El profesor Jesús Rubio Lapaz, Jesús, nos dejó hace un par de días. Había llevado su enfermedad con la serenidad envidiable (y reconfortante para los cercanos) de un maestro zen. Ni le enturbió el carácter ni impidió que, en la medida en que las fuerzas le dejaban, se mantuviera hasta el final enseñando Historia del Arte y del Cine a sus alumnos y pergeñando proyectos de investigación. Esa actitud no era, desde luego, ninguna novedad en él. Jesús siempre aplaudió y apoyó cualquier cosa que pudiera traducirse por vitalidad. Recuerdo cuando, en el año 2002, a unos cuantos se nos
ocurrió montar una pequeña revista, Papeles de cultura contemporánea. Jesús recogió la idea desde el principio, la apoyó y, de hecho, fue solo gracias a él, a su pasión por el arte contemporáneo y a su voluntad de abrir espacios de discusión a los más jóvenes, como pudo mantenerse viva hasta hoy mismo. Recuerdo, también, que Jesús bromeaba con el título. Sería demasiado, me comentaba, que junto a «Cultura contemporánea» apareciese, modulándola, la expresión «Tradición y modernidad». Si lo decía era porque su primer reflejo fue incluirla, porque Jesús había interiorizado esa expresión y la había hecho connatural a su manera de ver las cosas. Cierto que la habíamos aprendido casi
todos los que nos formamos en la tutela del profesor Ignacio Henares, pero en cierto modo él la
había incorporado más que nadie, hasta el punto de no perderla de vista aun cuando su objeto de interés pudieran ser cosas tan aparentemente alejadas como el cine de Almodóvar o el videoarte. Tenía, por supuesto, razón. Al fin y al cabo, si decir «modernidad» tiene algún sentido, solo puede ser en relación con la ruptura. Y, como enseñaba Benjamin y él sabía bien, hay formas de aparente ruptura que, por muy visibles y muy llamativas que sean, en realidad están secretamente trabajando para mantener, no para transformar o reescribir nuestra relación con ella, una tradición.

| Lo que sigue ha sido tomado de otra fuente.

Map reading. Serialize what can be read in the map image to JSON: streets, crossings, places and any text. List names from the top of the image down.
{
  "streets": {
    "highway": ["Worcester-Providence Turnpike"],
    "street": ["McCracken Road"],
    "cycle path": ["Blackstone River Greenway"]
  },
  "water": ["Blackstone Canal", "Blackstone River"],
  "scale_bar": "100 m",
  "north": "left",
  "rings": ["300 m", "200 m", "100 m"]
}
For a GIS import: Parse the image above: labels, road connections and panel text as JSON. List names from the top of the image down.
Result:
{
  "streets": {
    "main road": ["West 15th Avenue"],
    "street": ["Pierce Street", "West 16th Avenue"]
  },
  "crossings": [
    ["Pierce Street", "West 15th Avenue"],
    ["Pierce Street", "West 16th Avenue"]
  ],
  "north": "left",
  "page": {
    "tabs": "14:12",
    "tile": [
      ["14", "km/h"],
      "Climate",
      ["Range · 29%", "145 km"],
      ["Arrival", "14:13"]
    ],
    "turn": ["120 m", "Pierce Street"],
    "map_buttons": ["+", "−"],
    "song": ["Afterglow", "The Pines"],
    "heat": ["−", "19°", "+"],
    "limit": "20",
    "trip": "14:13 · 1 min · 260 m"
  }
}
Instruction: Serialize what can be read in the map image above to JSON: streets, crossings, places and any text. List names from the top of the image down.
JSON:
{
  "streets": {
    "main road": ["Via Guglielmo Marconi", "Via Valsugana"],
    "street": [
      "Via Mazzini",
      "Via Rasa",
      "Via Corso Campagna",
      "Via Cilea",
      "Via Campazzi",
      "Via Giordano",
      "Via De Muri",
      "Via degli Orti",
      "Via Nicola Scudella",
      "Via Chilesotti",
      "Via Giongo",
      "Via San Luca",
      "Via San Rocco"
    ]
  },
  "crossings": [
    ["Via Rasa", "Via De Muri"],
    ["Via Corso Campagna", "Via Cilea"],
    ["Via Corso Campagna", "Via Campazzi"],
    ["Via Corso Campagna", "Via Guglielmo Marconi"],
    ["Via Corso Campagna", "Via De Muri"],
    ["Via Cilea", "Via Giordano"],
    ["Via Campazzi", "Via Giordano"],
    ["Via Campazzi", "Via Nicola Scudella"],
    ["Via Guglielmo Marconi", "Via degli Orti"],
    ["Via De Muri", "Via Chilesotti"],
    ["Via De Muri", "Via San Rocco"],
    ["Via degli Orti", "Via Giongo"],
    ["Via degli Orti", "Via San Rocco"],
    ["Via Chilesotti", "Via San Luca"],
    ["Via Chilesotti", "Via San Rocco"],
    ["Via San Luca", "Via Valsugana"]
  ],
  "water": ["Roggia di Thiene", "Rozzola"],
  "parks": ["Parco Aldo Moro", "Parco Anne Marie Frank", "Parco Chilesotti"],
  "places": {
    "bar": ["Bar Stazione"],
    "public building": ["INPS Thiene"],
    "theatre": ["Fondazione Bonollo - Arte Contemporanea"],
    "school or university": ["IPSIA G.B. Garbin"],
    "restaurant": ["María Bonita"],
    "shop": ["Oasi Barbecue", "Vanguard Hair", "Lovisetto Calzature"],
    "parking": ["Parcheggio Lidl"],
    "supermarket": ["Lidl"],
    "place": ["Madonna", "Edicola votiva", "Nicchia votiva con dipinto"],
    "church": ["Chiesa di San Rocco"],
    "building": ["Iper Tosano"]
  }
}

Jesús había empezado su carrera escribiendo sobre la Teoría del Arte en los escritos del Racionero Pablo de Céspedes, y el estudio de la crisis en la cultura humanista de finales del siglo XVI y
principios del XVII en que los textos de Céspedes se redactaron y en la que nacieron propiamente las «Bellas Artes» sin duda le marcó intelectualmente de un modo profundo. De hecho, su acercamiento al mundo contemporáneo (con el tiempo cada vez más en relación con Latinoamérica) por el que sobre todo lo conocíamos ahora, no fue en absoluto indiferente a esa inmersión primera en el Barroco. No, por supuesto, porque Jesús se permitiera a sí mismo dar rienda suelta a ese anacronismo posthistórico hoy tan de moda tanto entre nuestros inagotables folklóricos como entre los postmodernos (dos formas simétricas de ignorar las ciencias sociales). Él se había formado demasiado cerca de la historia de las ideas como para eso, y en el prólogo al ensayo sobre
Céspedes ya advertía de que lo que hoy (por 1993) llamamos «arte» no se parece mucho a aquello de lo que se hablaba a finales del XVI, cuando los saberes humanistas apenas comenzaban a especializarse y a permitir la concepción de la representación artística como tal (es decir, en el fondo como correlato de la subjetividad), pero donde aún imperaba la herencia de una organización escolar vertebrada por el Trivium y el Quadrivium. La presencia de aquella primera investigación radicaba más bien en que determinados rasgos de la cultura barroca seguían preocupándole, y en que encontraba analogías entre ellos y la contemporaneidad, particularmente mediterránea y latinoamericana, cuya naturaleza le preocupaba desentrañar. La distinción entre una cultura
esotérica y una cultura persuasiva y mediática que para el barroco habían descrito Anthony Blunt o Julián Gállego presentaba en efecto analogías con la relación que mantenían el arte moderno (reflexivo) y los media; los nuevos ritos de la sociedad de consumo que analizó Gillo Dorfles (siempre una referencia para Jesús) tenían algo en común con los procesos rituales y con las alegorías del barroco; las contaminaciones figurativas del siglo XVII y del mundo actual (dos mundos pre- y post- Lessing respectivamente), se asemejaban; el mundo contemporáneo parecía, en fin, tan centrífugo como el barroco, tal y como intuyó Calabrese. Estudiar esas analogías, describirlas con todo el rigor (he aquí lo verdaderamente difícil) historiográfico posible era el proyecto que desde hacía tiempo Jesús quería perseguir, entreverado, pero no alineado, con las intuiciones de Severo Sarduy o Christine Buci-Glucksmann sobre el neobarroco o de Gilles Deleuze sobre el pliegue. No veremos, tristemente, el desarrollo de esos estudios. Pero esa era la pista que él, antes de que muchos otros
se tomaran el asunto en serio, perseguía.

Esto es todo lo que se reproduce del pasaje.